Естественно, что с воцарением новой династии и постепенным наведением порядка в стране «правительство» юного Михаила Федоровича не могло не заняться всерьез восстановлением численности и боеспособности стрелецкого войска — прежде всего московских стрельцов, этой надежды и упования всех московитов. Гибель архива Стрелецкого приказа в московском пожаре 1626 г. не позволяет в полной мере оценить усилий новой власти по возвращению стрелецкому войску прежнего значения, но отдельные сохранившиеся свидетельства позволяют обрисовать общую картину. По мнению М.Ю. Романова, уже в 1613 г., вскоре после избрания Михаила Романова новым русским царем, московский стрелецкий гарнизон насчитывал 8 (против 10 семью годами ранее) приказов — голов Ивана Козлова (который командовал Стремянным приказом), Бориса Полтева, Михаила Рчинова, Михаила Тихонова, Михаила Темкина, Данилы Пузикова, Богдана Шестакова и Константина Чернышова[274]

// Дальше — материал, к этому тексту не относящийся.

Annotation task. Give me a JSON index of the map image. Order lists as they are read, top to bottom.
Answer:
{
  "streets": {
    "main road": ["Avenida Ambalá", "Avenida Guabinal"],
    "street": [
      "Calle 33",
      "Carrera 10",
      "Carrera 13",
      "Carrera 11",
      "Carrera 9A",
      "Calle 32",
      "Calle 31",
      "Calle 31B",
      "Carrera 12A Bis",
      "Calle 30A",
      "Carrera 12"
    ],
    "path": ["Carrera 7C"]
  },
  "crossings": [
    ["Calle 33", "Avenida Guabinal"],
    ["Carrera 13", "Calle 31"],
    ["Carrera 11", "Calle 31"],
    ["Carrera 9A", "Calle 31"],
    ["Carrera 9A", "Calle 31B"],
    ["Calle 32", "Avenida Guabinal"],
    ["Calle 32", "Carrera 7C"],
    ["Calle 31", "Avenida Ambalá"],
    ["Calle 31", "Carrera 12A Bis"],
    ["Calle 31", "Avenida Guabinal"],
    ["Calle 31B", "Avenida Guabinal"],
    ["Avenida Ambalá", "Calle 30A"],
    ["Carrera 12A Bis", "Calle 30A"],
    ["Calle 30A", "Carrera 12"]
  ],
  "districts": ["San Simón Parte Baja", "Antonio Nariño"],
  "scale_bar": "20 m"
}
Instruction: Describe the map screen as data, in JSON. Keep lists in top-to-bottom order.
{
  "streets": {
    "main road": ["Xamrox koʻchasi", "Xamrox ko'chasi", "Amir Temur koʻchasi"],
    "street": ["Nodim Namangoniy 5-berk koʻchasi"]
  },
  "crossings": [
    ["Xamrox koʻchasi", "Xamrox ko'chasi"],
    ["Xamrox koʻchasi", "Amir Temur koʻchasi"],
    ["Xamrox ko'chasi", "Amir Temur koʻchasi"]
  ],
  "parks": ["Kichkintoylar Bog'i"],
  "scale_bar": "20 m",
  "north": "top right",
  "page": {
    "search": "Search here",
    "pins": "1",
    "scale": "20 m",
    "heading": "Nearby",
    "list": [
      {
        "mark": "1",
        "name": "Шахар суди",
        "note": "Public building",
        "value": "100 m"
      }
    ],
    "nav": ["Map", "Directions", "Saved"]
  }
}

. О численности московских стрельцов некоторые представления дает разряд 7124 г. (1615/16). Согласно данным разряда, в этом году «в посылках» (под Смоленском, на посольских съездах и в иных командировках) было 2 полных пятисотенных приказа московских стрельцов, видимо, 3 неполных (в разряде сказано о 800 стрельцах в осадном лагере под Смоленском, к которым нужно было прибрать еще 700 стрельцов, но налицо летом 1616 г. оказалась всего лишь 1 тыс.) и «россыпью» еще 500 стрельцов. В самой же Москве для несения гарнизонной службы, согласно осадной росписи «по нагайским вестем» оставалось 1894 стрельца[275]. Итого выходит примерно 4,3 тыс. стрельцов (или того меньше — с учетом неполной укомплектованности приказов). Это, конечно, не 10 и даже не 5 тыс. стрельцов, что были в Москве в начале столетия, до Смуты, но сила все равно серьезная.Удивляться таким темпам восстановления из небытия московского стрелецкого войска не стоит — новая династия остро нуждалась в надежной военной силе, которую можно было противопоставить тем же казакам, вольготно чувствовавшим себя в условиях всеобщего хаоса и анархии. И это не говоря уже о врагах внешних — королевич Владислав вовсе не собирался отказываться от преподнесенного ему титула московского царя, и надо было ожидать новой его попытки воссесть на московском престоле (и, забегая вперед, отметим, что долго ждать этого не пришлось).
Правда, как видно из списка московских стрелецких приказов 1613 г., численность московских стрельцов после Смуты полностью не восстановилась — с уходом 2 приказов в 1606 г. в Астрахань на их место не были «прибраны» новые стрелецкие приборы, и это положение сохранилось, согласно сметной росписи 7139 г., до самого начала 30-х гг. XVII в.[276]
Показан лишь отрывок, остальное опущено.